While the Sand Vegas Casino Club project may be in the clear as far as gambling goes, promising profit sharing and returns makes it run afoul of securities laws. Dozens, if not hundreds, of projects have been in the same place before and this might be the next victim of the Howey Test.
Technician’s take
Bitcoin Extends Pullback; Support at $37K, Resistance at $46K
Bitcoin (BTC) dipped below $40,000 on Friday, the midpoint of a three-month long trading range. The cryptocurrency could find support at $37,500, although upside appears to be limited toward the $46,000 resistance level.
BTC was trading around $39,400 at press time and is down by 5% over the past 24 hours. So far this year, BTC is down by 17%, compared with a 9% loss in the S&P 500 and a 6% gain in gold over the same period.
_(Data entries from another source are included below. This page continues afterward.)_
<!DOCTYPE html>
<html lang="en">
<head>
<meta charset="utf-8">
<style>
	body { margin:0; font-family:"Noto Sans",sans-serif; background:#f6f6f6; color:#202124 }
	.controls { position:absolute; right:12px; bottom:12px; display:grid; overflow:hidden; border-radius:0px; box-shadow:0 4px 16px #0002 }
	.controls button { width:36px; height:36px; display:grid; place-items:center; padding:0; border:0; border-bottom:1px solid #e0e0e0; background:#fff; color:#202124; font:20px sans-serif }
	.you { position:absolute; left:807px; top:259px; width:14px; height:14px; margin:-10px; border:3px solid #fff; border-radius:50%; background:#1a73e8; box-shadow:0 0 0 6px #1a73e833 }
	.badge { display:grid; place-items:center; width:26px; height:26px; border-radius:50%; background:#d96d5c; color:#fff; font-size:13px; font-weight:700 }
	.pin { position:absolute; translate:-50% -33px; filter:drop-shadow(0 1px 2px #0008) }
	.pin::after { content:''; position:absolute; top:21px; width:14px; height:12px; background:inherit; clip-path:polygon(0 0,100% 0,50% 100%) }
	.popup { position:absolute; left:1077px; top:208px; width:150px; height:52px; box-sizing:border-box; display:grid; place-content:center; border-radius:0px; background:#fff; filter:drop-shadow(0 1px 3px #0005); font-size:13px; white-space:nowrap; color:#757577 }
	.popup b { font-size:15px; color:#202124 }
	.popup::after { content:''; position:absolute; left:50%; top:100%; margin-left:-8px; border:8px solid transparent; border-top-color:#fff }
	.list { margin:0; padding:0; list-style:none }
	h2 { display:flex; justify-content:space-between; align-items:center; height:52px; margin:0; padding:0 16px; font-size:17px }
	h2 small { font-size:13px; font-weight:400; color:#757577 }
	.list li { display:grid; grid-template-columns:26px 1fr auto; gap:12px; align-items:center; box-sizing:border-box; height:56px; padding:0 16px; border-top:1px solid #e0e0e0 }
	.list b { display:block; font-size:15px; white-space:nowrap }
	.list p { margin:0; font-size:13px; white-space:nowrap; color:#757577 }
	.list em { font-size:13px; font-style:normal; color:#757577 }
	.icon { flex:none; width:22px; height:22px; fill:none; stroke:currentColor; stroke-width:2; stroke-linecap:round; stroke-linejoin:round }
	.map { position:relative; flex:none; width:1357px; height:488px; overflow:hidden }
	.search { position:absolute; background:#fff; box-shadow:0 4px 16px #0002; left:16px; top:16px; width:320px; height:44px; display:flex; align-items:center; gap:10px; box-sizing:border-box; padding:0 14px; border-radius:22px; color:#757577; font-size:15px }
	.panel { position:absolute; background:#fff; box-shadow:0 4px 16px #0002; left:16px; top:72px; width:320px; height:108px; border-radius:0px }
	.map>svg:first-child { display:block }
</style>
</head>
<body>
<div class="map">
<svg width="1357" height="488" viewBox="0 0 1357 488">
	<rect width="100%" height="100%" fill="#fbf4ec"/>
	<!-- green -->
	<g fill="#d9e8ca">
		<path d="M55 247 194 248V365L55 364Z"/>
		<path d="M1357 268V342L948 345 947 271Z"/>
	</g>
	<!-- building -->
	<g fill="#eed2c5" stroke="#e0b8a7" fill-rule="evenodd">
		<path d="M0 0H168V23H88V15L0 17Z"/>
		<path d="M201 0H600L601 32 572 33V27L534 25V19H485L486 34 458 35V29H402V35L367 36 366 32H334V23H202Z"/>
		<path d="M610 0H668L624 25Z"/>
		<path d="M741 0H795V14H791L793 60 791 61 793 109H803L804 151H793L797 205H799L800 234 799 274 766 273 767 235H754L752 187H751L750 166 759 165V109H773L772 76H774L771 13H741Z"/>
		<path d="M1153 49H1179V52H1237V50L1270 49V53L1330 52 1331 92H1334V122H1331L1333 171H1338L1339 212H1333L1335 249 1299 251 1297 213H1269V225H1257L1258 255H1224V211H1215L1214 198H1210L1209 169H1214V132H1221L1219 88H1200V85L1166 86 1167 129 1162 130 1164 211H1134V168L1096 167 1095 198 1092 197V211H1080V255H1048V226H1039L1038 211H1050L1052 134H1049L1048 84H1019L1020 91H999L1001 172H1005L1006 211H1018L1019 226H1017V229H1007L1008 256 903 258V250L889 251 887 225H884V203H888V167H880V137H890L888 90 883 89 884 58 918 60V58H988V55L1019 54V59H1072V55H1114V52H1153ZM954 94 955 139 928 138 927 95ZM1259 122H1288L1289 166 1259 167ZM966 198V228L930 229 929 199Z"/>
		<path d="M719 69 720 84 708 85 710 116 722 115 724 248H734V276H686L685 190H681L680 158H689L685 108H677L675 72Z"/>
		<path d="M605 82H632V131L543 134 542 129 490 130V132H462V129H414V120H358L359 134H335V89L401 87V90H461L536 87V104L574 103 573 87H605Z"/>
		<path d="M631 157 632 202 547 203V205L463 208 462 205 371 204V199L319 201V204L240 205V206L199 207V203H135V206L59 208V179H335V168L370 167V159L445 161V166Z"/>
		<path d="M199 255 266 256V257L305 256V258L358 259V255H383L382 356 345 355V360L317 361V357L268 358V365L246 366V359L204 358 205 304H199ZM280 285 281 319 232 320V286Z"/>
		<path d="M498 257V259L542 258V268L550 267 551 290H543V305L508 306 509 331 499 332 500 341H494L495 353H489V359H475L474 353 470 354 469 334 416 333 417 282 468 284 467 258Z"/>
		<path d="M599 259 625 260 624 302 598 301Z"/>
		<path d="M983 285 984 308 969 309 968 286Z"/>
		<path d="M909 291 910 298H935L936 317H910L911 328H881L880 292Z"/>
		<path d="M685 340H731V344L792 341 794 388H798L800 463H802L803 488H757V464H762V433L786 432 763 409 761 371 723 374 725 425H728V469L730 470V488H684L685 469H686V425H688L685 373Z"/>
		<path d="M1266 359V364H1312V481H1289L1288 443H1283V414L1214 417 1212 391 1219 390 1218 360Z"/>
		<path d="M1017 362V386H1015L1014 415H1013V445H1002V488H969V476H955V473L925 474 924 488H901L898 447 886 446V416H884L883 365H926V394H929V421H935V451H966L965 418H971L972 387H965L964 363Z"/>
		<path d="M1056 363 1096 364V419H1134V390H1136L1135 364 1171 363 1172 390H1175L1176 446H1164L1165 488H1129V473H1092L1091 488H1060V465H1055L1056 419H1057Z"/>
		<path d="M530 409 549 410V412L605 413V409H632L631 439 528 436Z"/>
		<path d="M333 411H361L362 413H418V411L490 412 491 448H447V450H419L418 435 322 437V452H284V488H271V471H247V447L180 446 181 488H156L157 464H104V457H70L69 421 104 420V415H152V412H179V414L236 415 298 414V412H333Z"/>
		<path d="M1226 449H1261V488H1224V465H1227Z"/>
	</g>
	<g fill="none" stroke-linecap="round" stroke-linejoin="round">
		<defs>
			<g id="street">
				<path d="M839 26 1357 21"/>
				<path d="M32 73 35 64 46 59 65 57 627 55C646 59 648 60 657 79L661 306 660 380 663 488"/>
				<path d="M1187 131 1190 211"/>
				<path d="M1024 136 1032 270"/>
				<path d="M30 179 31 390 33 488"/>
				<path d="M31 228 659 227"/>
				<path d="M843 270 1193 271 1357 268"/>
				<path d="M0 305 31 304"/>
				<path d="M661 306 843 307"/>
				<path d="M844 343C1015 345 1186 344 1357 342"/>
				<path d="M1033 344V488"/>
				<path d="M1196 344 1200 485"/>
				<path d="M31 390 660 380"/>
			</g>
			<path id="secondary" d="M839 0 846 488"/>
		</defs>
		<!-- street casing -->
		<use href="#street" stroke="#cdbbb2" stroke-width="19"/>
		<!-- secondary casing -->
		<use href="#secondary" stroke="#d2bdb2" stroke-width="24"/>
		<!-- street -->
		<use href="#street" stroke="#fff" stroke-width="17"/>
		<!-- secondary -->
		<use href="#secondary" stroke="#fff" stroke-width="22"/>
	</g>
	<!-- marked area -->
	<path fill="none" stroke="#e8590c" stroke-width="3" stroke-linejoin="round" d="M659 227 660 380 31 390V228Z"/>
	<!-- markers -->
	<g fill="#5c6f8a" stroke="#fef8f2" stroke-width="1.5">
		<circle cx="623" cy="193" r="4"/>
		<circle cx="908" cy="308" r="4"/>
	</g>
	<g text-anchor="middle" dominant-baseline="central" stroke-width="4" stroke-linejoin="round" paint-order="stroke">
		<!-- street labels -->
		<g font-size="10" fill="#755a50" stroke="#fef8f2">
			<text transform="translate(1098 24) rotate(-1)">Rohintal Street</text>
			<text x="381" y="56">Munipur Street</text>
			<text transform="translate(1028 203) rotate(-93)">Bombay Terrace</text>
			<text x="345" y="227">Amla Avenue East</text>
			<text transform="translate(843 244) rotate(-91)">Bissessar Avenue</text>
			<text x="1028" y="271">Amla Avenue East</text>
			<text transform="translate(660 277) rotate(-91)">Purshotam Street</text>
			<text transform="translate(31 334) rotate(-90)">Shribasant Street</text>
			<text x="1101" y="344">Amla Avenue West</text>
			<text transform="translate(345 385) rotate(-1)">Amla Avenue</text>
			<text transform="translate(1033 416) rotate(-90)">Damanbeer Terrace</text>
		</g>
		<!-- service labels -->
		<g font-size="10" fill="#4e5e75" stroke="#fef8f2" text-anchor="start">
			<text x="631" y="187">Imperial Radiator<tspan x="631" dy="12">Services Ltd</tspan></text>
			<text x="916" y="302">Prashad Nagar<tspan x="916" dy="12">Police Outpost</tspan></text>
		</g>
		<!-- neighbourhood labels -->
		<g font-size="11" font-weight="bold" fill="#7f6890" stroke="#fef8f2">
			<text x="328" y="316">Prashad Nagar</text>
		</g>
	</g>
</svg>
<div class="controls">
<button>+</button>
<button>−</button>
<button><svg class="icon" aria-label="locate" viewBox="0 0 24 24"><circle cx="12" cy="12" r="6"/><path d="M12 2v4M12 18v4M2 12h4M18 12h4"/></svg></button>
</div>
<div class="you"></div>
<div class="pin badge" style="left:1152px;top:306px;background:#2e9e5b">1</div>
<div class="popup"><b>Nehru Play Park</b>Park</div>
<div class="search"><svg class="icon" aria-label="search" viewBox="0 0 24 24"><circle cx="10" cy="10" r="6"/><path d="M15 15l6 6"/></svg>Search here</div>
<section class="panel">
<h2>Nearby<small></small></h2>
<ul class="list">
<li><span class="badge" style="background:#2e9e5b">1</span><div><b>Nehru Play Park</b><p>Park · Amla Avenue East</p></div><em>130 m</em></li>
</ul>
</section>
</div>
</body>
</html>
A positive momentum signal on bitcoin’s daily chart was invalidated on Thursday, which typically precedes a period of price weakness. On the weekly chart, however, momentum remains slightly positive, suggesting that rangebound trading could persist over the next few days.
Most technical indicators are neutral, although a significant loss of upside momentum on the monthly chart increases the probability of a break below BTC’s year-long price range. Further, the recent increase in sell volume relative to buy volume means traders have been reluctant to maintain long positions after the 2020 crypto rally.
For now, the upward sloping 100-week moving average, currently at $35,693, has kept the uptrend intact. If price breaks below that level, the next support zone is between $27,000-$30,000.